*** DATA RECORDS ***
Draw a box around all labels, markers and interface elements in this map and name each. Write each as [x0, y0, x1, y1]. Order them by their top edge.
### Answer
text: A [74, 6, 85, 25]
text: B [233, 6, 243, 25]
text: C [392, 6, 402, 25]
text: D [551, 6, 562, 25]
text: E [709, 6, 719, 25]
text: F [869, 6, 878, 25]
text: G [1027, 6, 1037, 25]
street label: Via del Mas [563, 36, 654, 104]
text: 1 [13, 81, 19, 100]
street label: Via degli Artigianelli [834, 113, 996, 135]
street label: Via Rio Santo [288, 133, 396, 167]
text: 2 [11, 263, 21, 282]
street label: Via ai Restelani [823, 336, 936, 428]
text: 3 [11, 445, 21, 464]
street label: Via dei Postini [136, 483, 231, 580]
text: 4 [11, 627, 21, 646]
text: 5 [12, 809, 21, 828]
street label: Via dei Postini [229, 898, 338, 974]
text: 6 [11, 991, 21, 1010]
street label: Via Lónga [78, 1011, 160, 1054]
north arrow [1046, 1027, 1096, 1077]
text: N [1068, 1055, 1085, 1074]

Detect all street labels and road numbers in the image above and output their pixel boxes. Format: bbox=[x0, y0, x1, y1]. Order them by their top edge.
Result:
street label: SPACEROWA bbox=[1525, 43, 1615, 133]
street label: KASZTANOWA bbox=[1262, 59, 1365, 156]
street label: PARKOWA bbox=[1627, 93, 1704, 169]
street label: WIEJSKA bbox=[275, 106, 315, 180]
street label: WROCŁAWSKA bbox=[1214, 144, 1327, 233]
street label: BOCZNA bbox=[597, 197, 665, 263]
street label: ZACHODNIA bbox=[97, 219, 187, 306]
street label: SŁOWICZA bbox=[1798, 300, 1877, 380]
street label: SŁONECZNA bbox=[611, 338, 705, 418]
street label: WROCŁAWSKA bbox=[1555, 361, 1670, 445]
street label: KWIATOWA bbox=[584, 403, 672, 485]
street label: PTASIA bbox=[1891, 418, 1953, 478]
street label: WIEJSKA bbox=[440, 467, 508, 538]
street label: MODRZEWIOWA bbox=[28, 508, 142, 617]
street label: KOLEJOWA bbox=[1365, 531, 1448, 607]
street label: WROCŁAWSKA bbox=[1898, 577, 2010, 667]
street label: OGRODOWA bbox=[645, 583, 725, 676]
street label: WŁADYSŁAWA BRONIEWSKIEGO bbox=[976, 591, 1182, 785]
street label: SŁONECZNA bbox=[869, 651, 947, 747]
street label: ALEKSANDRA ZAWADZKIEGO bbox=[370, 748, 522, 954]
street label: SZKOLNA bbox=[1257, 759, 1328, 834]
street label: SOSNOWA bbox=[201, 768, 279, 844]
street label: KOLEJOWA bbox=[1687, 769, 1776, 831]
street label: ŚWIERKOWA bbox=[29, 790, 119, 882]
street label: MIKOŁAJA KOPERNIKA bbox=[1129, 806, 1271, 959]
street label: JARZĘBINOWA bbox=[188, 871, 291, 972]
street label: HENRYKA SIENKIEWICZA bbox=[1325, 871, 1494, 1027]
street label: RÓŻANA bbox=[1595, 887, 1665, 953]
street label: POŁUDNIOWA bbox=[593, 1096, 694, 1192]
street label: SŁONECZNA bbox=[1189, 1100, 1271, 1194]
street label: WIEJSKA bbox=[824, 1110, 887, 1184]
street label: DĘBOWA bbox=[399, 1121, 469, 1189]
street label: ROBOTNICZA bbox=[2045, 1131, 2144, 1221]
*** End of DATA RECORDS ***
### [TASK PROMPT]
Write each record above out again exactly as it reads.

### [WRITTEN SOLUTION]
Draw a box around all labels, markers and interface elements in this map and name each. Write each as [x0, y0, x1, y1]. Order them by their top edge.
### Answer
text: A [74, 6, 85, 25]
text: B [233, 6, 243, 25]
text: C [392, 6, 402, 25]
text: D [551, 6, 562, 25]
text: E [709, 6, 719, 25]
text: F [869, 6, 878, 25]
text: G [1027, 6, 1037, 25]
street label: Via del Mas [563, 36, 654, 104]
text: 1 [13, 81, 19, 100]
street label: Via degli Artigianelli [834, 113, 996, 135]
street label: Via Rio Santo [288, 133, 396, 167]
text: 2 [11, 263, 21, 282]
street label: Via ai Restelani [823, 336, 936, 428]
text: 3 [11, 445, 21, 464]
street label: Via dei Postini [136, 483, 231, 580]
text: 4 [11, 627, 21, 646]
text: 5 [12, 809, 21, 828]
street label: Via dei Postini [229, 898, 338, 974]
text: 6 [11, 991, 21, 1010]
street label: Via Lónga [78, 1011, 160, 1054]
north arrow [1046, 1027, 1096, 1077]
text: N [1068, 1055, 1085, 1074]

Detect all street labels and road numbers in the image above and output their pixel boxes. Format: bbox=[x0, y0, x1, y1]. Order them by their top edge.
Result:
street label: SPACEROWA bbox=[1525, 43, 1615, 133]
street label: KASZTANOWA bbox=[1262, 59, 1365, 156]
street label: PARKOWA bbox=[1627, 93, 1704, 169]
street label: WIEJSKA bbox=[275, 106, 315, 180]
street label: WROCŁAWSKA bbox=[1214, 144, 1327, 233]
street label: BOCZNA bbox=[597, 197, 665, 263]
street label: ZACHODNIA bbox=[97, 219, 187, 306]
street label: SŁOWICZA bbox=[1798, 300, 1877, 380]
street label: SŁONECZNA bbox=[611, 338, 705, 418]
street label: WROCŁAWSKA bbox=[1555, 361, 1670, 445]
street label: KWIATOWA bbox=[584, 403, 672, 485]
street label: PTASIA bbox=[1891, 418, 1953, 478]
street label: WIEJSKA bbox=[440, 467, 508, 538]
street label: MODRZEWIOWA bbox=[28, 508, 142, 617]
street label: KOLEJOWA bbox=[1365, 531, 1448, 607]
street label: WROCŁAWSKA bbox=[1898, 577, 2010, 667]
street label: OGRODOWA bbox=[645, 583, 725, 676]
street label: WŁADYSŁAWA BRONIEWSKIEGO bbox=[976, 591, 1182, 785]
street label: SŁONECZNA bbox=[869, 651, 947, 747]
street label: ALEKSANDRA ZAWADZKIEGO bbox=[370, 748, 522, 954]
street label: SZKOLNA bbox=[1257, 759, 1328, 834]
street label: SOSNOWA bbox=[201, 768, 279, 844]
street label: KOLEJOWA bbox=[1687, 769, 1776, 831]
street label: ŚWIERKOWA bbox=[29, 790, 119, 882]
street label: MIKOŁAJA KOPERNIKA bbox=[1129, 806, 1271, 959]
street label: JARZĘBINOWA bbox=[188, 871, 291, 972]
street label: HENRYKA SIENKIEWICZA bbox=[1325, 871, 1494, 1027]
street label: RÓŻANA bbox=[1595, 887, 1665, 953]
street label: POŁUDNIOWA bbox=[593, 1096, 694, 1192]
street label: SŁONECZNA bbox=[1189, 1100, 1271, 1194]
street label: WIEJSKA bbox=[824, 1110, 887, 1184]
street label: DĘBOWA bbox=[399, 1121, 469, 1189]
street label: ROBOTNICZA bbox=[2045, 1131, 2144, 1221]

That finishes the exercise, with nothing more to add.